#### [DATA EXTRACT]
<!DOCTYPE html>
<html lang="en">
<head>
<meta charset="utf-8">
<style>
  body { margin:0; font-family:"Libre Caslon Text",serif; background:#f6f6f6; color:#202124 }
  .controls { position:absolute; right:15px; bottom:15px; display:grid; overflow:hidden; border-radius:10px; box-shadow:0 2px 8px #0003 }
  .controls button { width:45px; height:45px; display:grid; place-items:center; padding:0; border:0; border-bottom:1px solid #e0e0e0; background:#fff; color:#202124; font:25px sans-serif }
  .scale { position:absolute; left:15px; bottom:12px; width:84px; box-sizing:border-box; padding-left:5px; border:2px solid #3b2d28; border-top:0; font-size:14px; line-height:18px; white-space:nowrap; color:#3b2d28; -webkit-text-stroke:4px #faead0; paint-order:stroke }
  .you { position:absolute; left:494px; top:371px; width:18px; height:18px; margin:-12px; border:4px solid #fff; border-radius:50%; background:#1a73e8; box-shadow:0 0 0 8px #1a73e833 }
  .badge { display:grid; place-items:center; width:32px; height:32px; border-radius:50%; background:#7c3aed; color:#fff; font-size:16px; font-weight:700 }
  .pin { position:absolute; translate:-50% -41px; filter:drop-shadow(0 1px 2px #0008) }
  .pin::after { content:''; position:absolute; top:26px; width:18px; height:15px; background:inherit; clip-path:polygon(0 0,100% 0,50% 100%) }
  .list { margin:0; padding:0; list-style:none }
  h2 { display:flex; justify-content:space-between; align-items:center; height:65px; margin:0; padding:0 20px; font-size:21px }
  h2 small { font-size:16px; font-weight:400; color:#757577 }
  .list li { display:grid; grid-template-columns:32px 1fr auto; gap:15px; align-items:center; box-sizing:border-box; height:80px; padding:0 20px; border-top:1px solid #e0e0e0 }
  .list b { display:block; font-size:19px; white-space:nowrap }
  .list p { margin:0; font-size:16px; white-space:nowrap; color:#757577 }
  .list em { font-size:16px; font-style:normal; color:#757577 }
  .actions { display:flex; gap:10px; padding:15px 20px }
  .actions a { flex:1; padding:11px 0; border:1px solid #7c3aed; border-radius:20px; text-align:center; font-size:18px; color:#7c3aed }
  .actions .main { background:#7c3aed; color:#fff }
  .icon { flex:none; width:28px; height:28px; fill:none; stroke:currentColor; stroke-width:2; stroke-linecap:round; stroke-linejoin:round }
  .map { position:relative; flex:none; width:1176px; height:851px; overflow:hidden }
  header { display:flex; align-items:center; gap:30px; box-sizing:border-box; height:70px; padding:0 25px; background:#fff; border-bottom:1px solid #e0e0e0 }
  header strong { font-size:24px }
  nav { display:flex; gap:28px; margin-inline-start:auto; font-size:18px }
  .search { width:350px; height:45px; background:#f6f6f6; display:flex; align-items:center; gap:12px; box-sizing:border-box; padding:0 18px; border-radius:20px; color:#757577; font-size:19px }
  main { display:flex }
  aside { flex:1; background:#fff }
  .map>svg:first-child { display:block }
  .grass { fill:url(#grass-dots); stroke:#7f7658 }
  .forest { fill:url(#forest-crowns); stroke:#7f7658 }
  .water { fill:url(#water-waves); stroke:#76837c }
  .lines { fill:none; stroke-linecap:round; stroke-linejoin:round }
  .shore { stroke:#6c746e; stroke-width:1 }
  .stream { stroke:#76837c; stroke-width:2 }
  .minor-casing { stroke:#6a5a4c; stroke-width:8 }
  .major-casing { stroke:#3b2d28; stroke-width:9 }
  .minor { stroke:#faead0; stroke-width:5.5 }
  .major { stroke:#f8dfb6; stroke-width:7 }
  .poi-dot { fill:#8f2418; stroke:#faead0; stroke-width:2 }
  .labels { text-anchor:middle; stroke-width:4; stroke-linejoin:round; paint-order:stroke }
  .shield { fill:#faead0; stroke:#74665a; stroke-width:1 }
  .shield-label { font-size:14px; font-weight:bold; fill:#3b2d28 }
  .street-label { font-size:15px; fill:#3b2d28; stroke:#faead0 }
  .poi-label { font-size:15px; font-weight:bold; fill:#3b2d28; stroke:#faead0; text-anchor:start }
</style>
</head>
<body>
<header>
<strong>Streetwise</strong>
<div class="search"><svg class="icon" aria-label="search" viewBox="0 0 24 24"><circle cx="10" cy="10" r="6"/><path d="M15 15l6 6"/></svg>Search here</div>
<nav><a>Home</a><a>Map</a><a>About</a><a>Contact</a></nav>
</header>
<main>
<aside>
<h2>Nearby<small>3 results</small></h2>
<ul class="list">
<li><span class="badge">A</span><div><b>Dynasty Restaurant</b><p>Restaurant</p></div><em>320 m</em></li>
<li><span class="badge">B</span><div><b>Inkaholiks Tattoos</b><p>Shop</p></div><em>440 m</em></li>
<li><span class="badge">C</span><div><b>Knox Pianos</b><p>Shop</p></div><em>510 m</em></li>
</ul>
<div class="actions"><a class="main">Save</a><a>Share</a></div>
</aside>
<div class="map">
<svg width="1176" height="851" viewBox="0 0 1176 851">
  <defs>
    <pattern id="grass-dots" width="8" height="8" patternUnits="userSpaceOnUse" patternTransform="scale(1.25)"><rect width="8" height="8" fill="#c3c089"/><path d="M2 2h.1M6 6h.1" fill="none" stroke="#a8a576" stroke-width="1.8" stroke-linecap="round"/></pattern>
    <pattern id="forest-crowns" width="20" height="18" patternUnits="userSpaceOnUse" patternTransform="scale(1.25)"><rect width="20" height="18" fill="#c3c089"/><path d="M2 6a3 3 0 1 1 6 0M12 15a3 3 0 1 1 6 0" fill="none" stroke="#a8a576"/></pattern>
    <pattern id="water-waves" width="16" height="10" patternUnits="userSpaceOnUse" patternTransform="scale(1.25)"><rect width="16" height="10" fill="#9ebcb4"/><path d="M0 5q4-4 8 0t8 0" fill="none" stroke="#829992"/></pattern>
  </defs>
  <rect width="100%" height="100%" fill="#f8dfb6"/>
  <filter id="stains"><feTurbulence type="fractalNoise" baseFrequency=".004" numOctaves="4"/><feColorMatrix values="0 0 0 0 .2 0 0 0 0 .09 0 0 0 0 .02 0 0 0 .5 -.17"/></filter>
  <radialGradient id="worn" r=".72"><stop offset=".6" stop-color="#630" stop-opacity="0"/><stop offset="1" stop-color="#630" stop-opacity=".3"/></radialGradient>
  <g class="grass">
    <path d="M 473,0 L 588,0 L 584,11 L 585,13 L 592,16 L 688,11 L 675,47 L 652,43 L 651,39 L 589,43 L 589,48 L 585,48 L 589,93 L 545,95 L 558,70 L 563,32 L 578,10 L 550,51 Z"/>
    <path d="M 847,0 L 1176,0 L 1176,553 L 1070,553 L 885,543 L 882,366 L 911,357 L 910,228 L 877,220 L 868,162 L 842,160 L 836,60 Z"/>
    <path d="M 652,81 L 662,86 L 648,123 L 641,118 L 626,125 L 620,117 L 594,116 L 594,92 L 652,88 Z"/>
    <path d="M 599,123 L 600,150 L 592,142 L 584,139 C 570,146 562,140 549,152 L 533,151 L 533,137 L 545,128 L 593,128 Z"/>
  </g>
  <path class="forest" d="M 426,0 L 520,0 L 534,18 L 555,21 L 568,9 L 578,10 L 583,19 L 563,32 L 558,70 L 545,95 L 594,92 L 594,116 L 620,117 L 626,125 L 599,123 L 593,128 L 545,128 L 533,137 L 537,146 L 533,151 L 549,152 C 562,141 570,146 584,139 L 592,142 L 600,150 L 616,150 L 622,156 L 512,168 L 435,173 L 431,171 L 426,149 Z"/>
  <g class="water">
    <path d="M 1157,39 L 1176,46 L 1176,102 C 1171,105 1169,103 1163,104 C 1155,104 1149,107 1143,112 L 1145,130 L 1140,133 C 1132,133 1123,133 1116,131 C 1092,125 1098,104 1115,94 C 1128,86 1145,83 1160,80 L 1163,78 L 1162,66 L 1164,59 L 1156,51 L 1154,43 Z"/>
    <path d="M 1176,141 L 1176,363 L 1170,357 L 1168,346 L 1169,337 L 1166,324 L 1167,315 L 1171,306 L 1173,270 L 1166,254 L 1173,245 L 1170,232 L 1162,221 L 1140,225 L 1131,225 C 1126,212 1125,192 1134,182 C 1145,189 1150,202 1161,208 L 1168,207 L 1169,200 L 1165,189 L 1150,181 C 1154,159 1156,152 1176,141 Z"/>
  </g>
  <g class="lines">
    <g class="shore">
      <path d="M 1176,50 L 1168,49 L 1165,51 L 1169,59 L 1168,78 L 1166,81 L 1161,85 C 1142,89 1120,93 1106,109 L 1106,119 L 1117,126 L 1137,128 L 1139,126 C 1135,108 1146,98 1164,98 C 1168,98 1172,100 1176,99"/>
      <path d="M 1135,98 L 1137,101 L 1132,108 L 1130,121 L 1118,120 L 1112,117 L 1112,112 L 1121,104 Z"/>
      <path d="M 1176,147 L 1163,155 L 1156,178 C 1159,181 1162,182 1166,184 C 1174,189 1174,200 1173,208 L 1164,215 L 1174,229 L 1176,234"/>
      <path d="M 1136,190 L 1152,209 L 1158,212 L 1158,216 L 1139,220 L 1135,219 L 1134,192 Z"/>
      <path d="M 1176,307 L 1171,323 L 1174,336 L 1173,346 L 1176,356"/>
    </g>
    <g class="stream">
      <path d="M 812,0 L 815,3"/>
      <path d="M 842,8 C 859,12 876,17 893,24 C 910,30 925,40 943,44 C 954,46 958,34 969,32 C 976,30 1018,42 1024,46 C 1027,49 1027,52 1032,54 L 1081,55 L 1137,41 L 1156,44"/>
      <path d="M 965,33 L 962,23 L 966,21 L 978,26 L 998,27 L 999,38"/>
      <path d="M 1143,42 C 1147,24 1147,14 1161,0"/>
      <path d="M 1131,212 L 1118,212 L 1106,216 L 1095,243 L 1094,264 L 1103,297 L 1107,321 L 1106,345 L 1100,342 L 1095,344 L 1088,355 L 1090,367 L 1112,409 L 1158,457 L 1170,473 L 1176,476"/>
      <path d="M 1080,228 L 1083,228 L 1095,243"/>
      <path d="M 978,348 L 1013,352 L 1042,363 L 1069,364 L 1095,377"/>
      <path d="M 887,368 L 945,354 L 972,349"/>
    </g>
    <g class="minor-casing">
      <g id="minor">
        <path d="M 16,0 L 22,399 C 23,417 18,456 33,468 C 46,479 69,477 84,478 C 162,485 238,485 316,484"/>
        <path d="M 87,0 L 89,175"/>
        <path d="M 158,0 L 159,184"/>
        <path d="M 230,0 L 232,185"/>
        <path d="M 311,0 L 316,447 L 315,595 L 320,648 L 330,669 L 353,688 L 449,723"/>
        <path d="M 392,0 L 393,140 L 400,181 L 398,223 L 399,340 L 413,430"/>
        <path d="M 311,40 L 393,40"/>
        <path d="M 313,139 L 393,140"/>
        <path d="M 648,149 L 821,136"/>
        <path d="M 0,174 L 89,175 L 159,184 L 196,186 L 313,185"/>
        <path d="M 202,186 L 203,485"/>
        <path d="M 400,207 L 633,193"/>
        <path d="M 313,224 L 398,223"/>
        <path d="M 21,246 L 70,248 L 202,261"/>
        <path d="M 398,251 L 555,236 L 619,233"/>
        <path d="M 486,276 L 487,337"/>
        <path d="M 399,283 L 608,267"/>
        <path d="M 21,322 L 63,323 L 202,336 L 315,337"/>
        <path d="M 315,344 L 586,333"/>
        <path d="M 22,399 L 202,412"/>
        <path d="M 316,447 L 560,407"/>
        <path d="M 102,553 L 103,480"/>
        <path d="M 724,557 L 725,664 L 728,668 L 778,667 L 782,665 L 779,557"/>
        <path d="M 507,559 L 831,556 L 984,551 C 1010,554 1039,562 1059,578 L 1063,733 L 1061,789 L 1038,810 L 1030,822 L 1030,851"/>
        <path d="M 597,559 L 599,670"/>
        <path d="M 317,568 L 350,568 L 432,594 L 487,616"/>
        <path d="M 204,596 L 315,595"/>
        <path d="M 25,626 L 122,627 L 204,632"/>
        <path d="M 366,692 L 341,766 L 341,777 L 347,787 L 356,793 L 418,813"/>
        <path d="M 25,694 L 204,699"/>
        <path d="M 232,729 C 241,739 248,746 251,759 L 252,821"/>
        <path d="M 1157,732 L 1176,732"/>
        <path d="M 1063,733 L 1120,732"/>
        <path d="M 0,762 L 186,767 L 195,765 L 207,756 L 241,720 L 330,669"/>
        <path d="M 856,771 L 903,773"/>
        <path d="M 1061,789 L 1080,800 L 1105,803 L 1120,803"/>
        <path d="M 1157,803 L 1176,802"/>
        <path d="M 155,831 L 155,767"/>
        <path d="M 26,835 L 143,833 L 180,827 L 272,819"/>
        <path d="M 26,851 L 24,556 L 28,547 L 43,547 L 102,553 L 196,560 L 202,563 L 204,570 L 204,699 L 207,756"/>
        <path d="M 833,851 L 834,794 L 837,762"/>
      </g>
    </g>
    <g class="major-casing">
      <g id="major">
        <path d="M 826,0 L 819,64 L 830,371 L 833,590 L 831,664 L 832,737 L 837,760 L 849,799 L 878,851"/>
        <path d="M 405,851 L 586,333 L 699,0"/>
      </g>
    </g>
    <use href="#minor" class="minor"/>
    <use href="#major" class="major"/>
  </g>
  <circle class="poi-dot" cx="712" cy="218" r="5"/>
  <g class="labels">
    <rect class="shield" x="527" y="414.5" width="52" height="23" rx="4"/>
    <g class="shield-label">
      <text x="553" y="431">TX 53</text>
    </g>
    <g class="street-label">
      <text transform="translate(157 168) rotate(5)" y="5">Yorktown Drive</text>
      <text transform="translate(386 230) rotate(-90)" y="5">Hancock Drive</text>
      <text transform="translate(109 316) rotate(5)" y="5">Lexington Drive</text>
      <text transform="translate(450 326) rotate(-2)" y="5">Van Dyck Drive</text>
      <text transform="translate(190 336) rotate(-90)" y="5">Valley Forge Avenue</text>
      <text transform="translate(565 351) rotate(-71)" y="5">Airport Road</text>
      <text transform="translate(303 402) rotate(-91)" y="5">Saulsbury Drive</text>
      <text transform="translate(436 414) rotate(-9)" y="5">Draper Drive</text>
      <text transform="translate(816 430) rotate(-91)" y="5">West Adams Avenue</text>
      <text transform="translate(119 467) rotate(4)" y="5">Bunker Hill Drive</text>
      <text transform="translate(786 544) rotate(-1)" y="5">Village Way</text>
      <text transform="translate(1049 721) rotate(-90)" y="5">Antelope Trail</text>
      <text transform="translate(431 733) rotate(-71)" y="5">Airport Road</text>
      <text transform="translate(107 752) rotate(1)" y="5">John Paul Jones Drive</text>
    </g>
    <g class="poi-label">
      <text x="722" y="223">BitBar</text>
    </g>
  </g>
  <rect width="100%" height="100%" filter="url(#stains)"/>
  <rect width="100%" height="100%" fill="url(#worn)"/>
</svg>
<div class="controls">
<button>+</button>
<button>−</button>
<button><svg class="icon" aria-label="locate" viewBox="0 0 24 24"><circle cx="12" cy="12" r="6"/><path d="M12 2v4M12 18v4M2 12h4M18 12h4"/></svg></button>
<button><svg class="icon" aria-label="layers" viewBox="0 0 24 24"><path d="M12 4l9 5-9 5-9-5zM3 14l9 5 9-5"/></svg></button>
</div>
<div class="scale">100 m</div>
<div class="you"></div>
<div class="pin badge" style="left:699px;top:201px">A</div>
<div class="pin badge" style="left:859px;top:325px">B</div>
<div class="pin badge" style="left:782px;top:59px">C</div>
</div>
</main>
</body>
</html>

#### [ASSIGNMENT]
Each line from the top of the listing down to and including the one containing "position:absolute; translate:-50% -41px;" should be transcribed exactly; nothing else is to be output.

#### [FINAL ANSWER]
<!DOCTYPE html>
<html lang="en">
<head>
<meta charset="utf-8">
<style>
  body { margin:0; font-family:"Libre Caslon Text",serif; background:#f6f6f6; color:#202124 }
  .controls { position:absolute; right:15px; bottom:15px; display:grid; overflow:hidden; border-radius:10px; box-shadow:0 2px 8px #0003 }
  .controls button { width:45px; height:45px; display:grid; place-items:center; padding:0; border:0; border-bottom:1px solid #e0e0e0; background:#fff; color:#202124; font:25px sans-serif }
  .scale { position:absolute; left:15px; bottom:12px; width:84px; box-sizing:border-box; padding-left:5px; border:2px solid #3b2d28; border-top:0; font-size:14px; line-height:18px; white-space:nowrap; color:#3b2d28; -webkit-text-stroke:4px #faead0; paint-order:stroke }
  .you { position:absolute; left:494px; top:371px; width:18px; height:18px; margin:-12px; border:4px solid #fff; border-radius:50%; background:#1a73e8; box-shadow:0 0 0 8px #1a73e833 }
  .badge { display:grid; place-items:center; width:32px; height:32px; border-radius:50%; background:#7c3aed; color:#fff; font-size:16px; font-weight:700 }
  .pin { position:absolute; translate:-50% -41px; filter:drop-shadow(0 1px 2px #0008) }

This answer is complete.